■ **WORK ORDER**
Report back each line of the data that contains the word "symbols".

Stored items

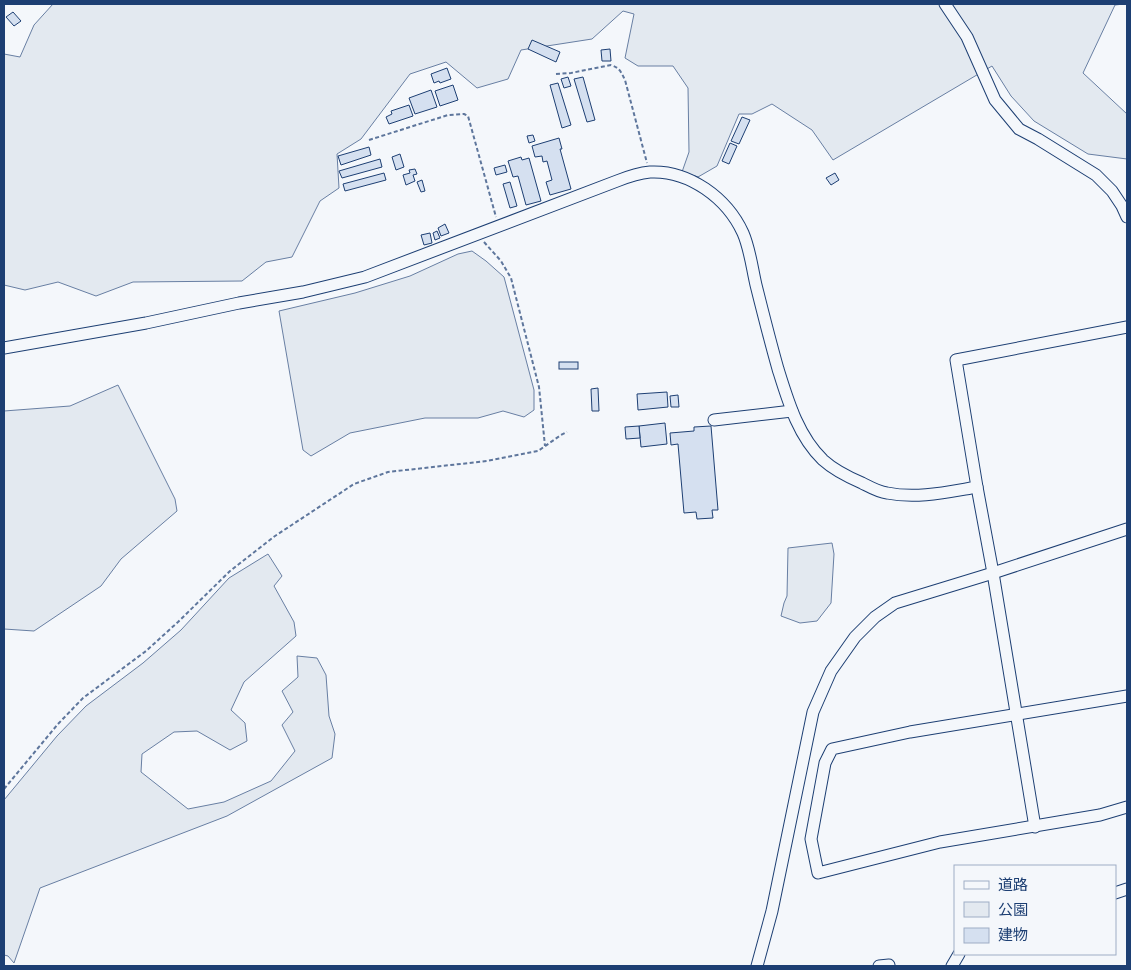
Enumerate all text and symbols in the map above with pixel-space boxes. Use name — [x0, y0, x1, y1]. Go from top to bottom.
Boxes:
legend — [954, 865, 1116, 955]
text: 道路 — [998, 875, 1028, 894]
text: 公園 — [998, 900, 1028, 919]
text: 建物 — [998, 925, 1028, 944]

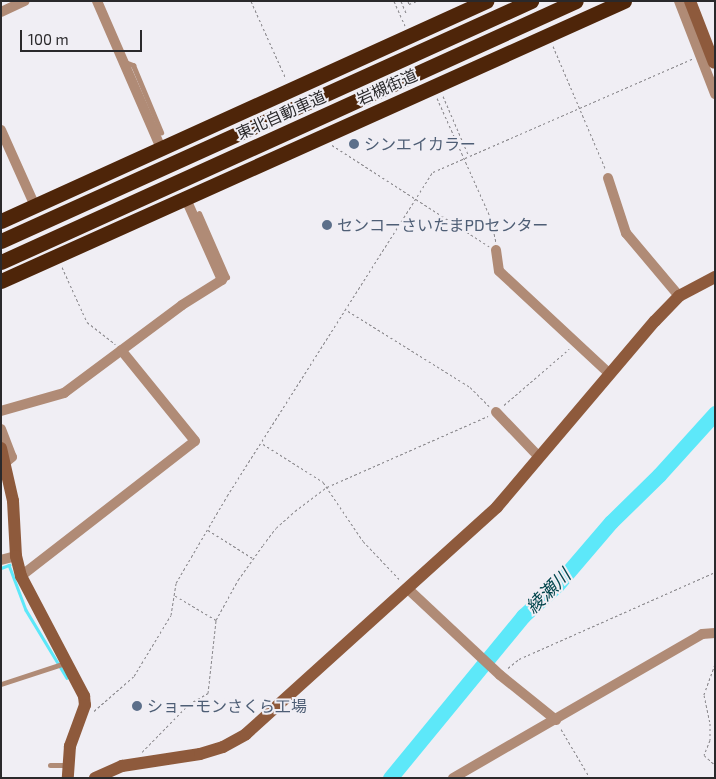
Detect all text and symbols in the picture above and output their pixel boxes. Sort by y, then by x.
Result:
scale bar [22,20,145,52]
text: 100 m [28,30,69,48]
street label: 岩槻街道 [354,65,420,109]
street label: 東北自動車道 [233,87,329,143]
place label: シンエイカラー [364,134,476,154]
marker: シンエイカラー [348,138,360,150]
place label: センコーさいたまPDセンター [337,215,549,235]
marker: センコーさいたまPDセンター [321,219,333,231]
water label: 綾瀬川 [521,564,575,618]
place label: ショーモンさくら工場 [147,696,307,716]
marker: ショーモンさくら工場 [131,700,143,712]

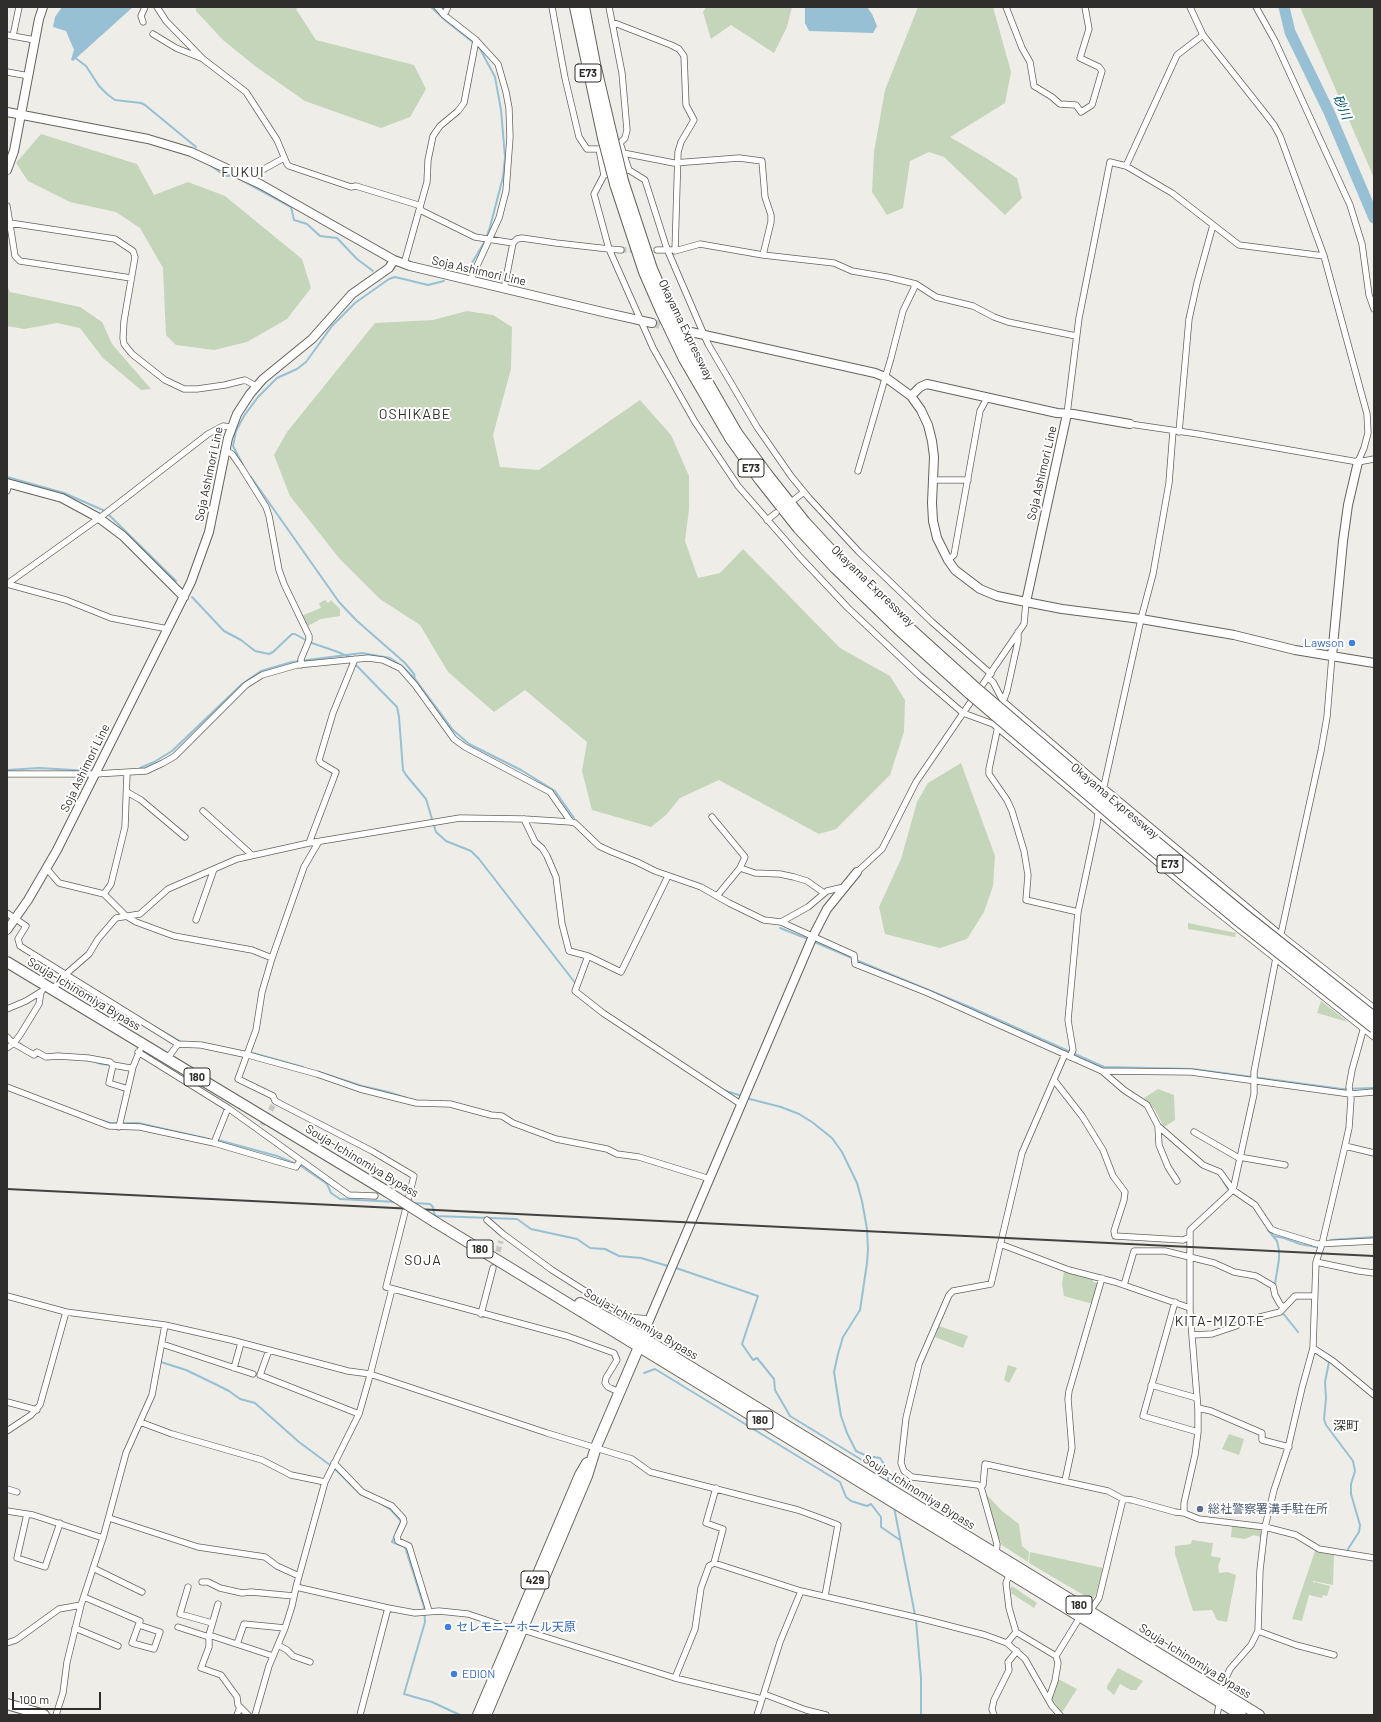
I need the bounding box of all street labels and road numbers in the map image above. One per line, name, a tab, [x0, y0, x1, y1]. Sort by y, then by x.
road number: E73	[575, 64, 601, 82]
street label: Soja Ashimori Line	[430, 253, 528, 289]
street label: Okayama Expressway	[655, 277, 717, 383]
street label: Soja Ashimori Line	[1024, 424, 1060, 522]
street label: Soja Ashimori Line	[192, 425, 226, 523]
road number: E73	[738, 459, 764, 477]
street label: Okayama Expressway	[828, 542, 918, 630]
street label: Soja Ashimori Line	[57, 721, 113, 815]
street label: Okayama Expressway	[1068, 760, 1162, 842]
road number: E73	[1157, 855, 1183, 873]
street label: Souja-Ichinomiya Bypass	[25, 954, 143, 1034]
road number: 180	[184, 1068, 210, 1086]
street label: Souja-Ichinomiya Bypass	[303, 1121, 421, 1201]
road number: 180	[467, 1240, 493, 1258]
street label: Souja-Ichinomiya Bypass	[581, 1285, 701, 1363]
road number: 180	[747, 1411, 773, 1429]
street label: Souja-Ichinomiya Bypass	[860, 1452, 978, 1532]
road number: 429	[521, 1571, 549, 1589]
road number: 180	[1066, 1596, 1092, 1614]
street label: Souja-Ichinomiya Bypass	[1136, 1621, 1254, 1701]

■ **RESULT BELOW**
Enumerate all text and symbols in the map above with pixel-space boxes. Use name — [x0, y0, x1, y1]. Go from top to bottom.
Detect all text and symbols in the picture above and output their pixel boxes. Sort by y, then by x.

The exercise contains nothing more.